Lebih dari 75.000 bahan kimia sintetis telah dihasilkan manusia dalam beberapa
puluh tahun terakhir. Banyak darinya yang tidak berwarna, berasa dan berbau,
namun potensial menimbulkan bahaya kesehatan. Sebagian besar dampak yang
diakibatkannya memang berdampak jangka panjang, seperti kanker, kerusakan
saraf, gangguan reproduksi dan lain-lain. Sifat racun sintetis yang tidak
berbau dan berwarna, dan dampak kesehatannya yang berjangka panjang, membuatnya
lepas dari perhatian kita. Kita lebih risau dengan gangguan yang langsung bisa
dirasakan oleh panca indera kita. Hal ini terlebih dalam kasus sampah, di mana
gangguan bau yang menusuk dan pemandangan (keindahan/kebersihan) sangat menarik
perhatian panca indera kita. Begitu dominannya gangguan bau dan pemandangan
dari sampah inilah yang telah mengalihkan kita dari bahaya racun dari sampah,
yang lebih mengancam kelangsungan hidup kita dan anak cucu kita.
B. Tujuan
Mengetahui bahaya racun racun dari sampah Saat ini sampah telah banyak
berubah. Setengah abad yang lalu masyarakat belum banyak mengenal plastik.

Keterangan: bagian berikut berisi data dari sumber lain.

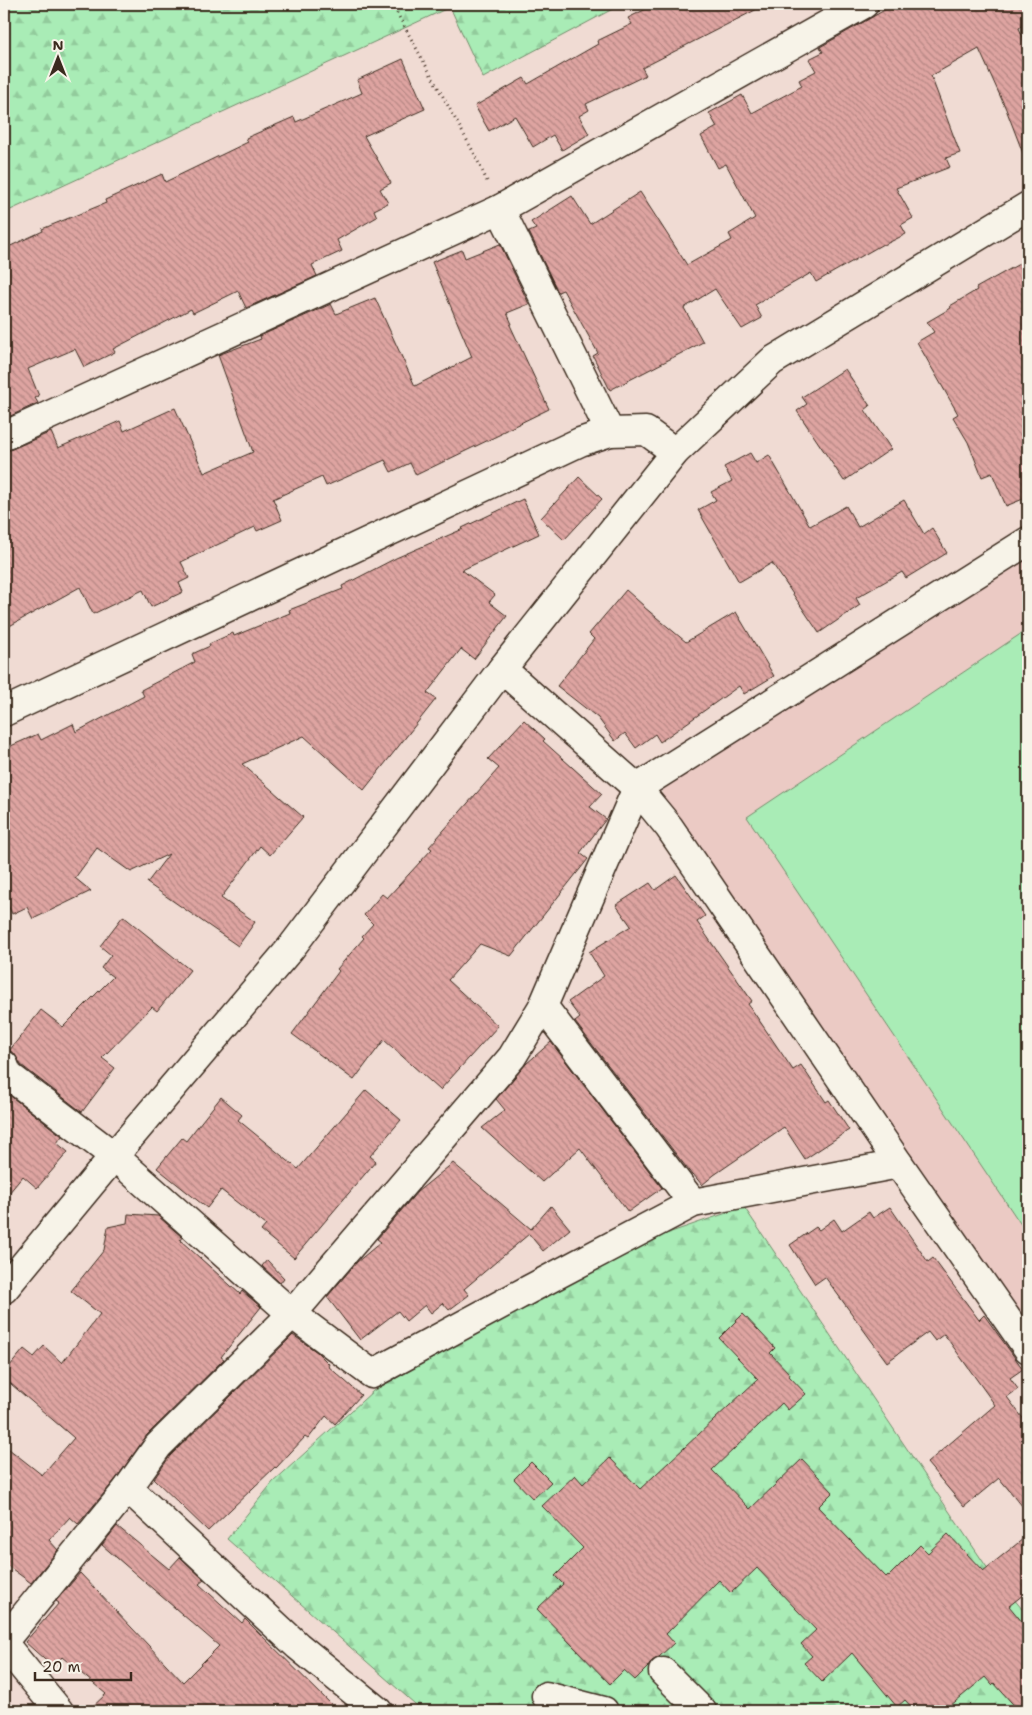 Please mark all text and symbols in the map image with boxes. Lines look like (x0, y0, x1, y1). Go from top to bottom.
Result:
north arrow (32, 32, 82, 82)
text: N (52, 36, 64, 54)
scale bar (35, 1650, 131, 1682)
text: 20 m (42, 1657, 81, 1677) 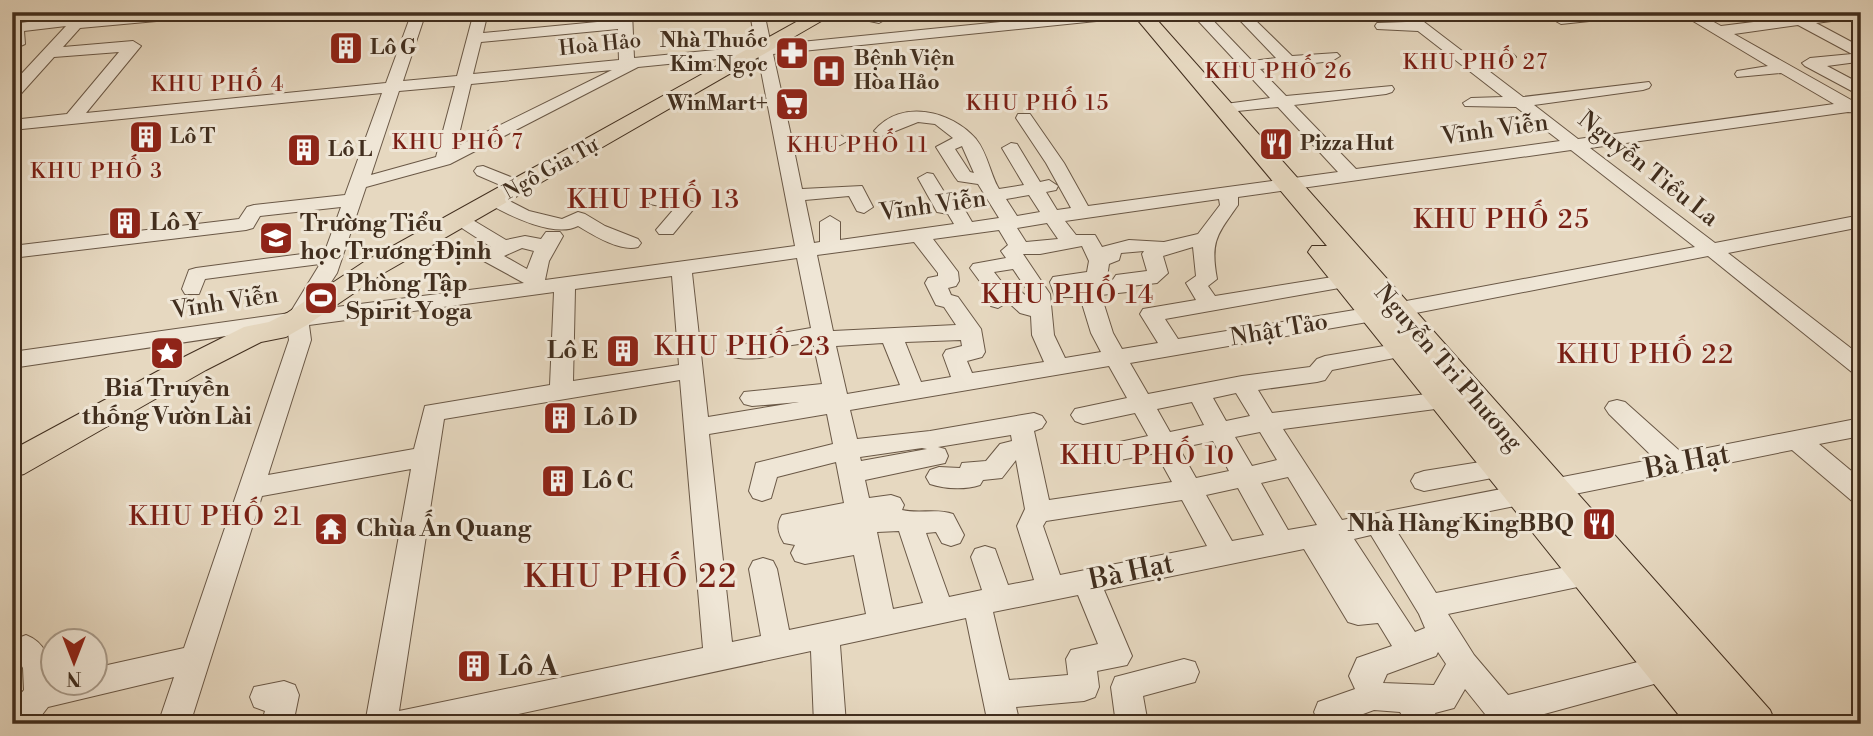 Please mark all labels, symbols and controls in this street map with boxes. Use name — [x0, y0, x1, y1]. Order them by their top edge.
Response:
street label: Hoà Hảo — [557, 28, 643, 62]
place label: Nhà Thuốc Kim Ngọc — [660, 28, 768, 78]
building icon: Lô G — [327, 29, 365, 67]
pharmacy icon: Nhà Thuốc Kim Ngọc — [773, 34, 811, 72]
place label: Lô G — [370, 35, 417, 61]
district label: KHU PHỐ 27 — [1403, 45, 1549, 76]
place label: Bệnh Viện Hòa Hảo — [854, 46, 955, 96]
hospital icon: Bệnh Viện Hòa Hảo — [810, 52, 848, 90]
district label: KHU PHỐ 26 — [1205, 54, 1353, 85]
district label: KHU PHỐ 4 — [151, 67, 285, 98]
supermarket icon: WinMart+ — [773, 85, 811, 123]
district label: KHU PHỐ 15 — [966, 86, 1110, 117]
place label: WinMart+ — [665, 91, 768, 117]
street label: Nguyễn Tiểu La — [1572, 105, 1725, 234]
street label: Vĩnh Viễn — [1439, 108, 1550, 152]
building icon: Lô T — [127, 118, 165, 156]
place label: Lô T — [170, 124, 215, 150]
district label: KHU PHỐ 7 — [392, 125, 524, 156]
restaurant icon: Pizza Hut — [1257, 125, 1295, 163]
district label: KHU PHỐ 11 — [787, 128, 929, 159]
building icon: Lô L — [285, 131, 323, 169]
place label: Pizza Hut — [1300, 131, 1394, 157]
street label: Ngô Gia Tự — [499, 132, 604, 206]
place label: Lô L — [328, 137, 372, 163]
district label: KHU PHỐ 3 — [30, 154, 164, 185]
district label: KHU PHỐ 13 — [567, 179, 741, 216]
street label: Vĩnh Viễn — [877, 184, 988, 228]
district label: KHU PHỐ 25 — [1413, 199, 1591, 236]
building icon: Lô Y — [106, 204, 144, 242]
place label: Lô Y — [150, 208, 203, 238]
place label: Trường Tiểu học Trương Định — [300, 209, 492, 267]
school or university icon: Trường Tiểu học Trương Định — [257, 219, 295, 257]
place label: Phòng Tập Spirit Yoga — [346, 269, 473, 327]
district label: KHU PHỐ 14 — [981, 274, 1155, 311]
sports icon: Phòng Tập Spirit Yoga — [302, 279, 340, 317]
street label: Nguyễn Tri Phương — [1368, 279, 1529, 458]
street label: Vĩnh Viễn — [169, 280, 280, 326]
street label: Nhật Tảo — [1228, 307, 1330, 353]
district label: KHU PHỐ 23 — [654, 326, 832, 363]
building icon: Lô E — [604, 332, 642, 370]
place icon: Bia Truyền thống Vườn Lài — [148, 334, 186, 372]
district label: KHU PHỐ 22 — [1557, 334, 1735, 371]
place label: Lô E — [547, 336, 598, 366]
place label: Bia Truyền thống Vườn Lài — [82, 374, 252, 432]
building icon: Lô D — [541, 399, 579, 437]
place label: Lô D — [584, 403, 637, 433]
district label: KHU PHỐ 10 — [1060, 435, 1236, 472]
street label: Bà Hạt — [1640, 437, 1733, 488]
building icon: Lô C — [539, 462, 577, 500]
place label: Lô C — [582, 466, 633, 496]
district label: KHU PHỐ 21 — [129, 496, 303, 533]
restaurant icon: Nhà Hàng KingBBQ — [1580, 505, 1618, 543]
place label: Chùa Ấn Quang — [356, 509, 532, 544]
place label: Nhà Hàng KingBBQ — [1347, 509, 1574, 539]
temple icon: Chùa Ấn Quang — [312, 510, 350, 548]
street label: Bà Hạt — [1084, 546, 1177, 598]
district label: KHU PHỐ 22 — [524, 551, 738, 597]
north arrow — [38, 628, 108, 698]
building icon: Lô A — [455, 647, 493, 685]
place label: Lô A — [498, 649, 559, 684]
text: N — [66, 666, 82, 690]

Mereka lebih banyak menggunakan berbagai jenis bahan organis. Di masa kecil
saya (awal dasawarsa 1980), orang masih menggunakan tas belanja dan membungkus
daging dengan daun jati. Sedangkan sekarang kita berhadapan dengan
sampah-sampah jenis baru, khususnya berbagai jenis plastik. Sifat plastik dan
bahan organis sangat berbeda. Bahan organis mengandung bahan-bahan alami yang
bisa diuraikan oleh alam dengan berbagai cara, bahkan hasil penguraiannya
berguna untuk berbagai aspek kehidupan. Sampah plastik dibuat dari bahan
sintetis, umumnya menggunakan minyak bumi sebagai bahan dasar, ditambah
bahan-bahan tambahan yang umumnya merupakan logam berat (kadnium, timbal,
nikel) atau bahan beracun lainnya seperti Chlor. Racun dari plastik ini
terlepas pada saat terurai atau terbakar. Penguraian plastik akan melepaskan
berbagai jenis logam berat dan bahan kimia lain yang dikandungnya. Bahan kimia
ini terlarut dalam air atau terikat di tanah, dan kemudian masuk ke tubuh kita
melalui makanan dan minuman. Sedangkan pembakaran plastik menghasilkan salah
satu bahan paling berbahaya di dunia, yaitu Dioksin. Dioksin adalah salah satu
dari sedikit bahan kimia yang telah diteliti secara intensif dan telah
dipastikan menimbulkan Kanker. Bahaya dioksin sering disejajarkan dengan DDT,
yang sekarang telah dilarang di seluruh dunia. Selain dioksin, abu hasil
pembakaran juga berisi berbagai logam berat yang terkandung di dalam plastik.
C. Perumusan Masalah
Apakah yang di maksud dengan sampah?? Apa saja bagian – bagian sampah??
Bagaimana dampak sampah bagi kehidupan?? Bagaimana bahaya sampah plastic bagi??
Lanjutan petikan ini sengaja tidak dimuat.